** Supplied material follows **

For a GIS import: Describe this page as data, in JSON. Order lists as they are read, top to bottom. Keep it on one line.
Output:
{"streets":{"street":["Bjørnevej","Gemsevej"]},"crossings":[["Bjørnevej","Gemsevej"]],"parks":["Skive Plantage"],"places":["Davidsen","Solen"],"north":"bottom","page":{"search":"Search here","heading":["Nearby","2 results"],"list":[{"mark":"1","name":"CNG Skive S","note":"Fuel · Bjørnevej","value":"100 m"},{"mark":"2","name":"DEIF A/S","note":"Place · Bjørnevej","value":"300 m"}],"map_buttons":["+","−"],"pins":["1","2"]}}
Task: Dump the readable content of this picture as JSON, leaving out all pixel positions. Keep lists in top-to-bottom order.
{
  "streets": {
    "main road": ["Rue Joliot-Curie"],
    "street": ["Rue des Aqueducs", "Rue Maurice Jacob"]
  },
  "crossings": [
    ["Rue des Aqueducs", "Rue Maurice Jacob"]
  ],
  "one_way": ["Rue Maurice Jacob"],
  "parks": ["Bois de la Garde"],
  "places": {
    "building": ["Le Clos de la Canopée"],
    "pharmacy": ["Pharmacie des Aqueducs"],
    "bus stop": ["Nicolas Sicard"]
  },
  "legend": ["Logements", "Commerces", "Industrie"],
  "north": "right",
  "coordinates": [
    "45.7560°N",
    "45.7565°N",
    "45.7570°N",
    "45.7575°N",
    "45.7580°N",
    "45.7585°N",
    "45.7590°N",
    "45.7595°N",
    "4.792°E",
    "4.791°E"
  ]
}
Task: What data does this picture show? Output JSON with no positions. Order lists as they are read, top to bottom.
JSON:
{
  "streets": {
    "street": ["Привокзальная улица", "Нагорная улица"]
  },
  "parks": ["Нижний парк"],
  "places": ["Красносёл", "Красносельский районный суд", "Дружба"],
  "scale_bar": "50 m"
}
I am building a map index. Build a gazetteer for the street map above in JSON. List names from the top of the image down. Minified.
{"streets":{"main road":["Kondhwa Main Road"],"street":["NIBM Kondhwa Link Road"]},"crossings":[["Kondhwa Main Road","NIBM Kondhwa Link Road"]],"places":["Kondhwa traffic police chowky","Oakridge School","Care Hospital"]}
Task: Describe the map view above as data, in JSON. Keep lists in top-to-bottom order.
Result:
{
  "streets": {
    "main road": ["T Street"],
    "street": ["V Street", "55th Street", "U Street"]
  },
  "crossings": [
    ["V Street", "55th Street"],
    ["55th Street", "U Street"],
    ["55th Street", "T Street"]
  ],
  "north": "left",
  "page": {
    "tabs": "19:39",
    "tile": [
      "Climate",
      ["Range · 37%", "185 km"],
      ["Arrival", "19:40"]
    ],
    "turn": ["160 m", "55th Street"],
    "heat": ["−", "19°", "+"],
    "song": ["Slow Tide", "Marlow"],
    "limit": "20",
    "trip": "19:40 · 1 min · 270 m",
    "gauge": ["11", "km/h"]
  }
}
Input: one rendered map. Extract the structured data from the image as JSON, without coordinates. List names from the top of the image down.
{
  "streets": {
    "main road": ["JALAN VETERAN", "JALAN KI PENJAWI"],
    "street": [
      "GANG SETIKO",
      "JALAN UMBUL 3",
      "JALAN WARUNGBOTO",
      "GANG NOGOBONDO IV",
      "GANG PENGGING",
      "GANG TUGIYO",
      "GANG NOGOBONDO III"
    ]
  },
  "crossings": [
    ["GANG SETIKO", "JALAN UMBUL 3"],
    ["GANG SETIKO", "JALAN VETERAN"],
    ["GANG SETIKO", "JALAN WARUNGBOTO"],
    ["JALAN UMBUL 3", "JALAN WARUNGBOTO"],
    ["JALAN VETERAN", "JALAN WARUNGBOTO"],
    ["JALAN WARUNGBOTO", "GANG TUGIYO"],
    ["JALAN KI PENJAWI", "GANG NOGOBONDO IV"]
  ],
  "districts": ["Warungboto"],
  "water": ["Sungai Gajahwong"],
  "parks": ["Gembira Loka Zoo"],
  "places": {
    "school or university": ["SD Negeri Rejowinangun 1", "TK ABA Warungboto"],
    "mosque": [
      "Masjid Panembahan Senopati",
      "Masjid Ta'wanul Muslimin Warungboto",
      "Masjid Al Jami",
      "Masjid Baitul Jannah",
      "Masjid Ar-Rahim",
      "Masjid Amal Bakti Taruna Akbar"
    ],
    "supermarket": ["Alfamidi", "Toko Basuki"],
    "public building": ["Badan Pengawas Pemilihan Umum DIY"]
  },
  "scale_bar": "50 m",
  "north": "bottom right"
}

** End of Supplied material **

What to do — Nothing in the records should be altered when they are written out again.

Solution to the exercise —
For a GIS import: Describe this page as data, in JSON. Order lists as they are read, top to bottom. Keep it on one line.
Output:
{"streets":{"street":["Bjørnevej","Gemsevej"]},"crossings":[["Bjørnevej","Gemsevej"]],"parks":["Skive Plantage"],"places":["Davidsen","Solen"],"north":"bottom","page":{"search":"Search here","heading":["Nearby","2 results"],"list":[{"mark":"1","name":"CNG Skive S","note":"Fuel · Bjørnevej","value":"100 m"},{"mark":"2","name":"DEIF A/S","note":"Place · Bjørnevej","value":"300 m"}],"map_buttons":["+","−"],"pins":["1","2"]}}
Task: Dump the readable content of this picture as JSON, leaving out all pixel positions. Keep lists in top-to-bottom order.
{
  "streets": {
    "main road": ["Rue Joliot-Curie"],
    "street": ["Rue des Aqueducs", "Rue Maurice Jacob"]
  },
  "crossings": [
    ["Rue des Aqueducs", "Rue Maurice Jacob"]
  ],
  "one_way": ["Rue Maurice Jacob"],
  "parks": ["Bois de la Garde"],
  "places": {
    "building": ["Le Clos de la Canopée"],
    "pharmacy": ["Pharmacie des Aqueducs"],
    "bus stop": ["Nicolas Sicard"]
  },
  "legend": ["Logements", "Commerces", "Industrie"],
  "north": "right",
  "coordinates": [
    "45.7560°N",
    "45.7565°N",
    "45.7570°N",
    "45.7575°N",
    "45.7580°N",
    "45.7585°N",
    "45.7590°N",
    "45.7595°N",
    "4.792°E",
    "4.791°E"
  ]
}
Task: What data does this picture show? Output JSON with no positions. Order lists as they are read, top to bottom.
JSON:
{
  "streets": {
    "street": ["Привокзальная улица", "Нагорная улица"]
  },
  "parks": ["Нижний парк"],
  "places": ["Красносёл", "Красносельский районный суд", "Дружба"],
  "scale_bar": "50 m"
}
I am building a map index. Build a gazetteer for the street map above in JSON. List names from the top of the image down. Minified.
{"streets":{"main road":["Kondhwa Main Road"],"street":["NIBM Kondhwa Link Road"]},"crossings":[["Kondhwa Main Road","NIBM Kondhwa Link Road"]],"places":["Kondhwa traffic police chowky","Oakridge School","Care Hospital"]}
Task: Describe the map view above as data, in JSON. Keep lists in top-to-bottom order.
Result:
{
  "streets": {
    "main road": ["T Street"],
    "street": ["V Street", "55th Street", "U Street"]
  },
  "crossings": [
    ["V Street", "55th Street"],
    ["55th Street", "U Street"],
    ["55th Street", "T Street"]
  ],
  "north": "left",
  "page": {
    "tabs": "19:39",
    "tile": [
      "Climate",
      ["Range · 37%", "185 km"],
      ["Arrival", "19:40"]
    ],
    "turn": ["160 m", "55th Street"],
    "heat": ["−", "19°", "+"],
    "song": ["Slow Tide", "Marlow"],
    "limit": "20",
    "trip": "19:40 · 1 min · 270 m",
    "gauge": ["11", "km/h"]
  }
}
Input: one rendered map. Extract the structured data from the image as JSON, without coordinates. List names from the top of the image down.
{
  "streets": {
    "main road": ["JALAN VETERAN", "JALAN KI PENJAWI"],
    "street": [
      "GANG SETIKO",
      "JALAN UMBUL 3",
      "JALAN WARUNGBOTO",
      "GANG NOGOBONDO IV",
      "GANG PENGGING",
      "GANG TUGIYO",
      "GANG NOGOBONDO III"
    ]
  },
  "crossings": [
    ["GANG SETIKO", "JALAN UMBUL 3"],
    ["GANG SETIKO", "JALAN VETERAN"],
    ["GANG SETIKO", "JALAN WARUNGBOTO"],
    ["JALAN UMBUL 3", "JALAN WARUNGBOTO"],
    ["JALAN VETERAN", "JALAN WARUNGBOTO"],
    ["JALAN WARUNGBOTO", "GANG TUGIYO"],
    ["JALAN KI PENJAWI", "GANG NOGOBONDO IV"]
  ],
  "districts": ["Warungboto"],
  "water": ["Sungai Gajahwong"],
  "parks": ["Gembira Loka Zoo"],
  "places": {
    "school or university": ["SD Negeri Rejowinangun 1", "TK ABA Warungboto"],
    "mosque": [
      "Masjid Panembahan Senopati",
      "Masjid Ta'wanul Muslimin Warungboto",
      "Masjid Al Jami",
      "Masjid Baitul Jannah",
      "Masjid Ar-Rahim",
      "Masjid Amal Bakti Taruna Akbar"
    ],
    "supermarket": ["Alfamidi", "Toko Basuki"],
    "public building": ["Badan Pengawas Pemilihan Umum DIY"]
  },
  "scale_bar": "50 m",
  "north": "bottom right"
}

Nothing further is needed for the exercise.